Giovanni arched an eyebrow that indicated he was done with her stories.

‘Look at my knee!’ she said, rucking up her long skirt and showing him.

‘Cesca, please,’ he pleaded, his eyes drooping like a blood-hound’s. ‘There is nothing more I can do for you.’

‘But you’re the boss!’

‘I know. I am sorry it must end this way.’

He was adamant. She sat there for a moment, trying to think of another way to change things, but she had tried it all: outrageous stories, a frank confession, honesty, pleading, begging . . . What else was there? She had overslept one time too many.

Ciao, Francesca,’ Giovanni said, as solemnly as a judge in a black cap. ‘Sonia will settle up with you on the way out.’

Cesca sighed, pulling herself to standing and walking out slowly, her knee beginning to throb.
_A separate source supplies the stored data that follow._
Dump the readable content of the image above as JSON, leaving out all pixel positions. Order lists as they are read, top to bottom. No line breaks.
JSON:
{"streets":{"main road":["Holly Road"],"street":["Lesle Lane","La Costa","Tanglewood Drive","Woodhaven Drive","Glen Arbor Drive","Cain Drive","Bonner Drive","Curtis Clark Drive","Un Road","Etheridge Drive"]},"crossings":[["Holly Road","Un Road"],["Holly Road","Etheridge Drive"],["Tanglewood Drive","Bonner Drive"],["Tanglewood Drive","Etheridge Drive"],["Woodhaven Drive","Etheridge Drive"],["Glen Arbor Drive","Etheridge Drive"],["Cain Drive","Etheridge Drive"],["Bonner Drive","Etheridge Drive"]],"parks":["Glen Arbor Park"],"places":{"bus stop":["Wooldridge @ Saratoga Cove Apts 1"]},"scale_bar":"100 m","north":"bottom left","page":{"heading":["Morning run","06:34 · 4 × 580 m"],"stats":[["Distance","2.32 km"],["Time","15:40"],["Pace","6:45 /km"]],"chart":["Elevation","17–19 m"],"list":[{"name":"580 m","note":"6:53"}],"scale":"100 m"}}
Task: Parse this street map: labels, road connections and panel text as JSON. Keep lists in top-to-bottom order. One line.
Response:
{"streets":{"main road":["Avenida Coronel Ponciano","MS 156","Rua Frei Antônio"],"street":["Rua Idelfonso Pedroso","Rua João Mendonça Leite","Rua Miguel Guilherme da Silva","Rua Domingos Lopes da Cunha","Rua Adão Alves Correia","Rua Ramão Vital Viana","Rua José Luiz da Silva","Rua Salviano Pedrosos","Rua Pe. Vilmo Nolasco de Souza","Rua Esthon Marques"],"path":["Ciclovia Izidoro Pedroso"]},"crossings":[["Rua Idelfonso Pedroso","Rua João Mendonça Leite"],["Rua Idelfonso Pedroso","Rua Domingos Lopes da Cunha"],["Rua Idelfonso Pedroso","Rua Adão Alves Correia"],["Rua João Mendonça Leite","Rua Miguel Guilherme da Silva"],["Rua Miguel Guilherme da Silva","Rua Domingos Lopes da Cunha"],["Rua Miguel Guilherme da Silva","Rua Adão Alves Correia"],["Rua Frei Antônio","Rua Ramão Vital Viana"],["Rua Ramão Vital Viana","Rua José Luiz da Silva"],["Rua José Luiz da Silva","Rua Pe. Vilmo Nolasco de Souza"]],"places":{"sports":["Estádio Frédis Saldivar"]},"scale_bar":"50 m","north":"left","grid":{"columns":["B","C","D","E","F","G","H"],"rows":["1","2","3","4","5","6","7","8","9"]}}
She added in a limp, hoping he’d take pity and call her back, but her rubber soles on the metal walkways were the only sound as she walked out, back towards the light.

Sonia had the envelope all ready as she approached. ‘Sorry, Cesca,’ she grimaced, handing it over.

‘No, it’s my fault. I’ve only got myself to blame,’ Cesca sighed, feeling last night’s exhaustion creep upon her as the adrenaline ebbed away. And she stepped back out into the light to where the shadows were still hard-edged and black, to where the crowds were beginning to gather and the day was already pulling away without her.